I scrambled on top of him, pinning his axe arm with my knee. I punched him in the face—or where his face should be.
My fist connected with hot, sticky sludge.
The "Snowman" mask was dissolving. The white texture was bubbling away, revealing the hard black shell underneath. The black tears from the eyes were boiling now, sizzling as they ran down the distorted plastic.
Marcus roared and bucked, throwing me off like I was a ragdoll. I slammed into the base of the easel, the wind knocked out of me.
He sat up, dropping the axe. He didn't need it anymore. He reached for me with two massive, gloved hands.
"Look at me!" he screamed. He clawed at his own face, ripping the melting mask away in wet, tearing chunks.
Underneath the sludge and the latex was a tactical helmet and a balaclava, both soaked in the fake black blood. He ripped the balaclava off.

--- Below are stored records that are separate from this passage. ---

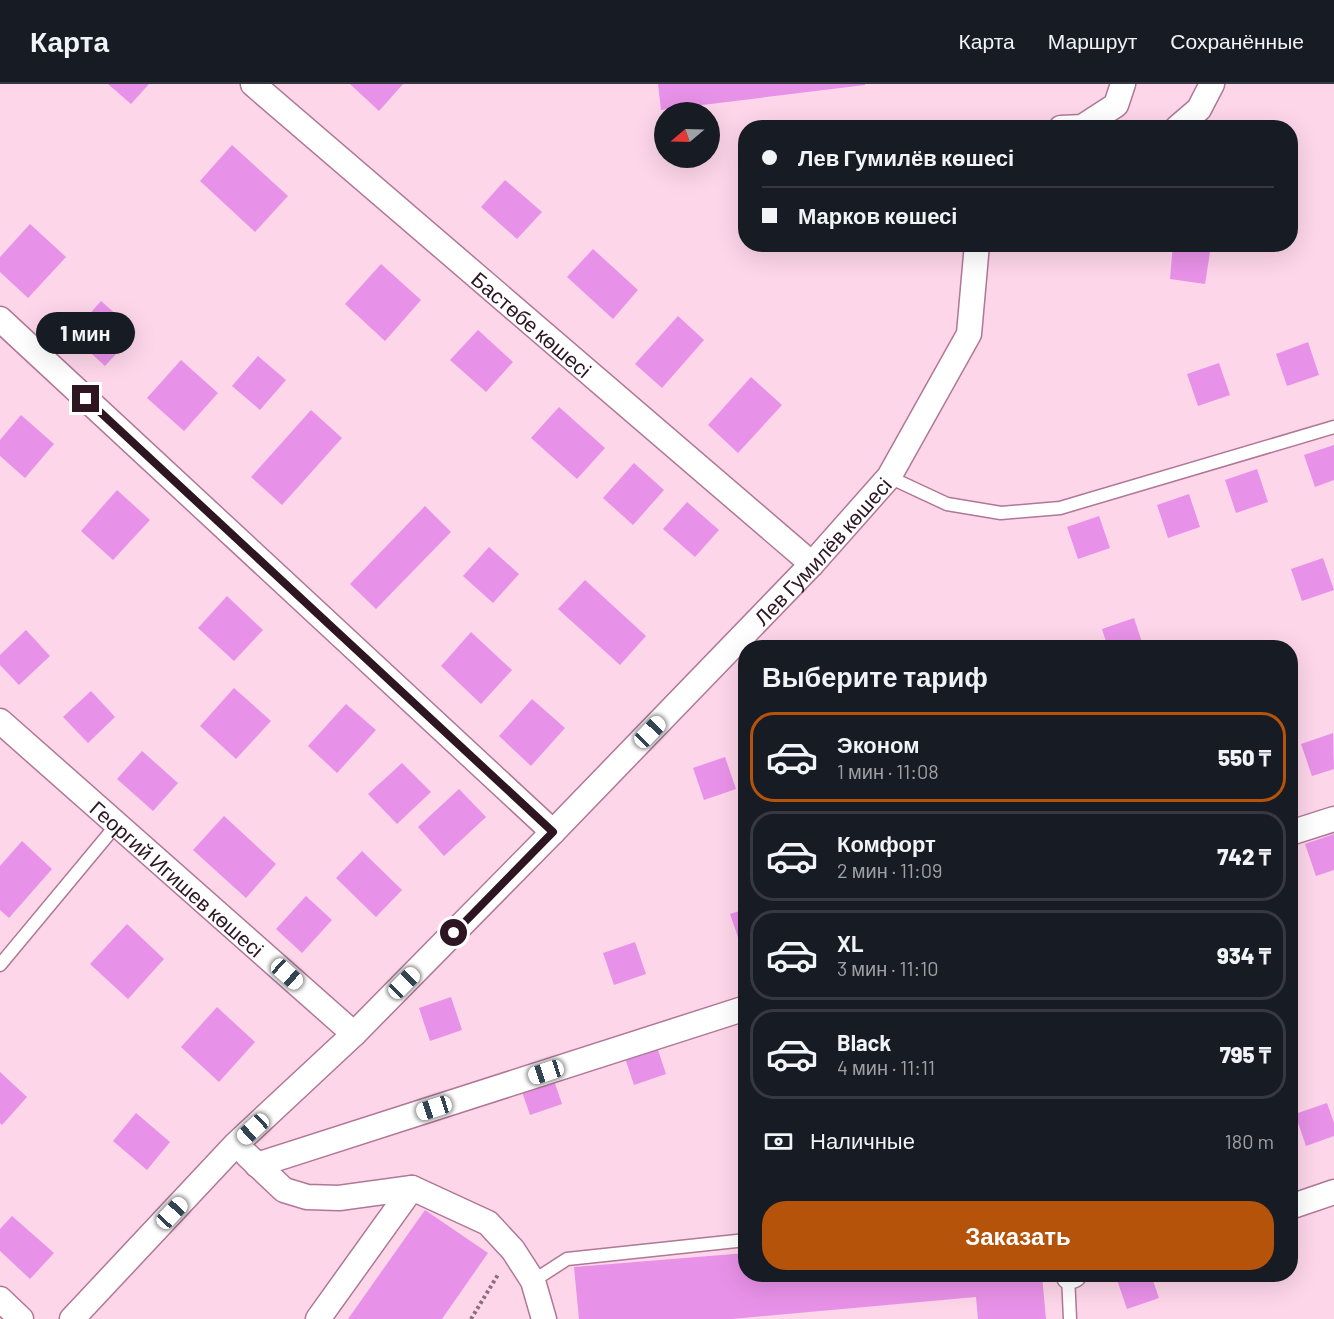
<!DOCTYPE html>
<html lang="ru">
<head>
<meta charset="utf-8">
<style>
	body { margin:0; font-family:Barlow,sans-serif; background:#20242c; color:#f1f3f6; height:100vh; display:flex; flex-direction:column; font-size:22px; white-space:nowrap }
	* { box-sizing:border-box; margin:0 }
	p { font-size:20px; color:#9ea1a6 }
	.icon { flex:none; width:33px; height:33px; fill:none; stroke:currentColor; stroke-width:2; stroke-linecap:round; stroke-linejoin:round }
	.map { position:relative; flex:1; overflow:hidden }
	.side { position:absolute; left:738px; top:556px; width:560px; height:642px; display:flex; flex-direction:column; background:#171b24; border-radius:24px; box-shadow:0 6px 24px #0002 }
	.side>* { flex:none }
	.hud { position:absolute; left:738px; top:36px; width:560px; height:132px; border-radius:24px; box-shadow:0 6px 24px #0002; display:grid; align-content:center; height:132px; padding:0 24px; background:#171b24 }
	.needle { width:39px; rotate:251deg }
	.tools { position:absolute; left:654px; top:18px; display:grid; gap:12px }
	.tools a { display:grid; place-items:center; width:66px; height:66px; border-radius:50%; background:#171b24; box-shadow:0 6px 24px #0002; font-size:30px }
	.end { position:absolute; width:27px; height:27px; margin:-14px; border:8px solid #2d1622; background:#fff; box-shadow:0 0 0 3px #fff }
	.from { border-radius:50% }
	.bubble { position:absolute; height:42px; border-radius:21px; background:#171b24; box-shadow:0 6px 24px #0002; font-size:20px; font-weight:800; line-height:42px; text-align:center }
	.car { position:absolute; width:18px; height:36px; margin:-18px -9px; border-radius:8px; box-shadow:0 0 4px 2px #0007; background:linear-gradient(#fff 24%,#345 0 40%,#fff 0 76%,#345 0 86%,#fff 0) }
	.hud b { display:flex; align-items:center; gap:21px; height:57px; font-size:22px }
	.hud b+b { border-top:2px solid #363941 }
	.hud i { width:15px; height:15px; background:#f1f3f6 }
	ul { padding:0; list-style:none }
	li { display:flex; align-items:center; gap:18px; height:90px; margin:0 12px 9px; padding:0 12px; border:3px solid #363941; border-radius:24px }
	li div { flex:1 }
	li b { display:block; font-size:22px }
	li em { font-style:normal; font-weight:800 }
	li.active { border-color:#b45309 }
	li>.icon { width:54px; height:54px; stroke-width:1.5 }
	h2 { padding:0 24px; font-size:27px; line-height:72px }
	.pay { display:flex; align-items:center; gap:15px; height:66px; padding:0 24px; font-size:22px }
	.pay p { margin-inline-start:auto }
	.primary-button { display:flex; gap:12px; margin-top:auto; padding:12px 24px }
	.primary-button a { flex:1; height:69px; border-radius:24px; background:#b45309; color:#fff; font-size:24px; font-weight:800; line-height:69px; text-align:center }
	header { display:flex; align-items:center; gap:36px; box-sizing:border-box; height:84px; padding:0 30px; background:#171b24; border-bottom:2px solid #363941 }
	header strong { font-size:28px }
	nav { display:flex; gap:33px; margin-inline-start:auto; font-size:21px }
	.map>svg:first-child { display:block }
	.building { fill:#e891e8 }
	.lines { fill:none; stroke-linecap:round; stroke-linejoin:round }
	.service-casing { stroke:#b17796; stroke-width:15 }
	.minor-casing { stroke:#b17796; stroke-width:27 }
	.path { stroke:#8b6d7c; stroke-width:4; stroke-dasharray:3 3; stroke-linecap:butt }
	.service { stroke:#fff; stroke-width:12 }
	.minor { stroke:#fff; stroke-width:24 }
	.route { stroke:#2d1622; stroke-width:8 }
	.labels { text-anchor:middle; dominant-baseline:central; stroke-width:4.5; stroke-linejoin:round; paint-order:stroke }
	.street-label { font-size:21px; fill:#2d1622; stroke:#fdd6e9 }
</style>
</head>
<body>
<header>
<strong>Карта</strong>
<nav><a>Карта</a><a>Маршрут</a><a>Сохранённые</a></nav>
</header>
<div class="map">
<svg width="1334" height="1235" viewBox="0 0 1334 1235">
	<rect width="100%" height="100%" fill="#fdd6e9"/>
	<g class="building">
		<polygon points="108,0 149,0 131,20"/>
		<polygon points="350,0 403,0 379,27"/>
		<polygon points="658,0 865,0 865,1 661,26"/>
		<polygon points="232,61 288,112 255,148 200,97"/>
		<polygon points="505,96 542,128 517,155 481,123"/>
		<polygon points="30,140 66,173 28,214 0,188 0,173"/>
		<polygon points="1173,160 1211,162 1205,200 1170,195"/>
		<polygon points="593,165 638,206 613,235 567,193"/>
		<polygon points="381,180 421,216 385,257 345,220"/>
		<polygon points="101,217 136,248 105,282 71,251"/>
		<polygon points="678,232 704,256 662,304 635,280"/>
		<polygon points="478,246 513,278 486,308 450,276"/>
		<polygon points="1308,258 1319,291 1287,302 1276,270"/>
		<polygon points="258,272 286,296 260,326 232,302"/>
		<polygon points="181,276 218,309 184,347 147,314"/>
		<polygon points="1219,279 1230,311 1198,322 1187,290"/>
		<polygon points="751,293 782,321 738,369 708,341"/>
		<polygon points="559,323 605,364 577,395 531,354"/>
		<polygon points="311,326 342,354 282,421 251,393"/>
		<polygon points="21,331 54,360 25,394 0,372 0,356"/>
		<polygon points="1334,361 1334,396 1315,403 1304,371"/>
		<polygon points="634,379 664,406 633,441 603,414"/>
		<polygon points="1257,385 1268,418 1236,429 1225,396"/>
		<polygon points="117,406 150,436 113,476 81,447"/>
		<polygon points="1189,410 1200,443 1168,454 1157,421"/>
		<polygon points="687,418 719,446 695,473 663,445"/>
		<polygon points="425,422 451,448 376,525 350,500"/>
		<polygon points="1099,432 1110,464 1078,475 1067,443"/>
		<polygon points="489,463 519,490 493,519 463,492"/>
		<polygon points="1323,474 1334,506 1302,517 1291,485"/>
		<polygon points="585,496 646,552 620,581 558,525"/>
		<polygon points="227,512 263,546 234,577 198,544"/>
		<polygon points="1134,534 1144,564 1108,564 1102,545"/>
		<polygon points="26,546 50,572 19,601 0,581 0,571"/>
		<polygon points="471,548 512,586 481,620 441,582"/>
		<polygon points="234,604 271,637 236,675 200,642"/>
		<polygon points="91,607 115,633 88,659 63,633"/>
		<polygon points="532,615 565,644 531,682 499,652"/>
		<polygon points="346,620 376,646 337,689 308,662"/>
		<polygon points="1333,649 1334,685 1312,692 1301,660"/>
		<polygon points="142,667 178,699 153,727 117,695"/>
		<polygon points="725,673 736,705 704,716 693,684"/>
		<polygon points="402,679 431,708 397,740 368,710"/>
		<polygon points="459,705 486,733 444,772 418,743"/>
		<polygon points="224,732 276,780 246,814 193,766"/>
		<polygon points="1334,750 1334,786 1316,792 1305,760"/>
		<polygon points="22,757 52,785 9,834 0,826 0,782"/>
		<polygon points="362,767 402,806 376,833 336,794"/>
		<polygon points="306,812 332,836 302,869 276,845"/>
		<polygon points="746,825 746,861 741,862 730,830"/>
		<polygon points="127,840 164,875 128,915 90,880"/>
		<polygon points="635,858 646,890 614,901 603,869"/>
		<polygon points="451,913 462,946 430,957 419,924"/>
		<polygon points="217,923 255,958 219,998 181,963"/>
		<polygon points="655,957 666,990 634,1001 623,968"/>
		<polygon points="0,988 27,1013 2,1041 0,1039"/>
		<polygon points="551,988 562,1020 530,1031 519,999"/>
		<polygon points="1327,1019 1334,1039 1334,1052 1306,1062 1295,1030"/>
		<polygon points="136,1029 170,1058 147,1086 113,1057"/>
		<polygon points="425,1126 488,1169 442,1235 348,1235"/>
		<polygon points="12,1132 54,1169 30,1195 0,1167 0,1145"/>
		<polygon points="746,1169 746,1191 1042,1191 1046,1235 978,1235 976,1213 732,1235 579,1235 574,1183"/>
		<polygon points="1121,1191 1151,1191 1159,1214 1127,1225 1116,1193"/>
	</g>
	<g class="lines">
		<defs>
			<g id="service">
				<polyline points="889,393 947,420 1001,429 1060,424 1334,343"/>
				<polyline points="0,881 118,739"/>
				<polyline points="1068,1191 1070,1235"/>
				<polyline points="533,1197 567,1175 746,1156"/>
			</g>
			<g id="minor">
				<path id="s1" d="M253,0l559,480"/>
				<polyline points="1061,44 1082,43 1116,21 1123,0"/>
				<polyline points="1177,44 1199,25 1212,0"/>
				<polyline points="0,235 553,748"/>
				<path id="s2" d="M0,637l354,313"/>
				<polyline points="1290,749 1334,735"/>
				<polyline points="247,1071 284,1106 307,1113 339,1114 412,1104 488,1139 513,1166 533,1197 544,1235"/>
				<polyline points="257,1081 746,924"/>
				<polyline points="1290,1123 1334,1108"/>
				<polyline points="1069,1193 1074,1191"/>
				<polyline points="0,1215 21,1235"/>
				<path id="s3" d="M72,1235l164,-175 118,-110 199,-202 259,-268 77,-87 80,-143 8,-90"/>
				<polyline points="318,1235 412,1104"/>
			</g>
		</defs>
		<use href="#service" class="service-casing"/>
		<use href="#minor" class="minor-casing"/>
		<polyline class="path" points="471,1235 499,1189"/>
		<use href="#service" class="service"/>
		<use href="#minor" class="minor"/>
	</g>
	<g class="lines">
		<polyline class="route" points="86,315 553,748 454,849"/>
	</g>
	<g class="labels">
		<g class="street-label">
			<text stroke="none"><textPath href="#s1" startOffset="368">Бастөбе көшесі</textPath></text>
			<text stroke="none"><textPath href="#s3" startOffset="1074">Лев Гумилёв көшесі</textPath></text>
			<text stroke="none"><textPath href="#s2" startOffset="237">Георгий Игишев көшесі</textPath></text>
		</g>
	</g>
</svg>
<div class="tools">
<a><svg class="needle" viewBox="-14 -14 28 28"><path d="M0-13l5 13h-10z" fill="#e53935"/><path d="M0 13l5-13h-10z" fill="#9ea1a6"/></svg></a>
</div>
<i class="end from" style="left:454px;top:849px"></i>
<i class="end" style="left:86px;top:315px"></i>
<div class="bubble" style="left:36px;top:228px;width:99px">1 мин</div>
<i class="car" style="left:650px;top:648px;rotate:44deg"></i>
<i class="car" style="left:287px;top:890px;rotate:132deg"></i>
<i class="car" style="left:404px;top:899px;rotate:45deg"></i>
<i class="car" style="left:546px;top:988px;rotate:252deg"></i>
<i class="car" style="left:434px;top:1024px;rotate:252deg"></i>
<i class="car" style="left:253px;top:1045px;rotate:227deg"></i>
<i class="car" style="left:172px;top:1129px;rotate:43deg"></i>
<div class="hud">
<b><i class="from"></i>Лев Гумилёв көшесі</b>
<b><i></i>Марков көшесі</b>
</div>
<section class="side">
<h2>Выберите тариф</h2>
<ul>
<li class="active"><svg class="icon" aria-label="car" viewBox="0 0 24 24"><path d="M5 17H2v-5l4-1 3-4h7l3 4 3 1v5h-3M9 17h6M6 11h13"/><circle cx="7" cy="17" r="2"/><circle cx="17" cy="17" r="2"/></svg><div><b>Эконом</b><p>1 мин · 11:08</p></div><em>550 ₸</em></li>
<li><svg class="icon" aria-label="car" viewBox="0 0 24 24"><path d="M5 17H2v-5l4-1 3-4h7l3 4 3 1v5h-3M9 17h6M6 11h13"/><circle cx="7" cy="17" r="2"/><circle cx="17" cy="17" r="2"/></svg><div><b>Комфорт</b><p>2 мин · 11:09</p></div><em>742 ₸</em></li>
<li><svg class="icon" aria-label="car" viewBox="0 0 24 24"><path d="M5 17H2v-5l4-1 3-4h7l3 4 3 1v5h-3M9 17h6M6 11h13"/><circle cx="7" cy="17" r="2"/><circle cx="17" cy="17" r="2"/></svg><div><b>XL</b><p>3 мин · 11:10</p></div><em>934 ₸</em></li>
<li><svg class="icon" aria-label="car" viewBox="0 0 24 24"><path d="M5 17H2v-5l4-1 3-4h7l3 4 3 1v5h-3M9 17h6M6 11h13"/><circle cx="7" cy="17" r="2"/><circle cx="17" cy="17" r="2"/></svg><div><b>Black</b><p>4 мин · 11:11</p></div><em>795 ₸</em></li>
</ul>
<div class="pay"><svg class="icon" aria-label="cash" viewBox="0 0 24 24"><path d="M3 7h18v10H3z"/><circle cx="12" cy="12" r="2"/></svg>Наличные<p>180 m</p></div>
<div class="primary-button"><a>Заказать</a></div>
</section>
</div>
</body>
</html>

There was no monster. No ghost. Just a man.
Marcus looked terrible. His face was red, veins bulging in his neck, sweat and soot streaking his skin. His eyes were wide, bloodshot, manic. He looked exactly like I felt on my worst days—trapped in a loop of misery he couldn't break.
"She called you," Marcus spat, crawling toward me. The fire was climbing the walls now, eating the old canvases. The smoke was getting thicker, banking down from the ceiling like a grey blanket. "That night. She called you three times."
He lunged, his hands closing around my throat.
His gloves were hot, sticky with the melting costume. He squeezed.
My airway collapsed. The room started to spin. All I could see were his eyes and the flames reflected in them.
"I... didn't... hear," I choked out, clawing at his wrists. It was like trying to bend steel bars.
"You never listen!" he screamed, spraying saliva in my face. "You were in here! Painting your little nightmares! You loved the darkness more than you loved her!"
Black spots danced in my vision. The roar of the fire faded into a high-pitched whine. He was killing me. He was actually going to squeeze the life out of me right here in the ashes of my own work.
My hand scrabbled blindly across the floor, searching for anything. A brush. A rock. A shard of glass.
My fingers brushed against something cold and metallic.
The drafting compass.
It was an old-school Rotring divider, solid steel with two needle-sharp points. I used it for measuring proportions.
I gripped it.
"Daddy!"
Lily’s scream cut through the haze. It wasn't a scream of fear anymore. It was a command.
Marcus flinched. For a microsecond, his grip loosened. He looked toward the corner where the tarp was smoking.
That was my window.
I didn't hesitate. I didn't think about the morality of stabbing my brother-in-law. I just thought about air.
I drove the compass upward with every ounce of strength I had left.
I didn't aim for the eyes—I wasn't a killer. I aimed for the shoulder, for the gap between the Kevlar vest and the neck protection.
Chunk.
The steel points sank deep into his trapezius muscle.
Marcus howled—a sound of pure animal shock—and let go of my throat. He reeled back, clutching at the metal spike sticking out of his shoulder.
I gasped, sucking in a lungful of hot smoke, coughing violently. But I was up. I was moving.
"Get up!" I yelled at myself.
I kicked him in the chest. He fell backward, tripping over his own melting boots. He landed hard near the window.
The fire had cut off the door. The stairwell was a chimney of smoke. There was no way out that way.
I looked at the skylight. Too high.
I looked at the dormer window behind Marcus. The glass was already cracked from the heat.
"Lily!" I shouted, coughing. "The blanket! Keep the blanket on!"
I grabbed the heavy iron easel—a cast-iron beast I’d bought at an estate sale—and lifted it. My muscles screamed.
Marcus was trying to stand up, pulling the compass out of his shoulder. Blood—real, red blood—was soaking his shirt, mixing with the fake black ink.
"It's over, Marcus!" I yelled. "The narrative is over!"
"No!" he shrieked, lurching toward me. "I write the ending!"
"Not this time."
I swung the easel legs like a battering ram.
I didn't hit him. I hit the window behind him.
SMASH.
The glass exploded outward into the blizzard. The wind roared in, feeding the fire with a fresh blast of oxygen. The flames leaped up, swirling in a vortex.
The sudden draft caught Marcus off guard. He stumbled back, his boots slipping on the slick mixture of melted snow-suit and turpentine.
He flailed, his arms windmill-ing. He grabbed the window frame, jagged glass cutting into his gloves.
He looked at me one last time. The rage evaporated, leaving only a hollow, crushing sadness.
"I miss her," he whispered. The wind almost stole the words.
"I know," I said. "Me too."
And then, his grip slipped.
He didn't scream as he fell. He just vanished into the white swirl of the storm.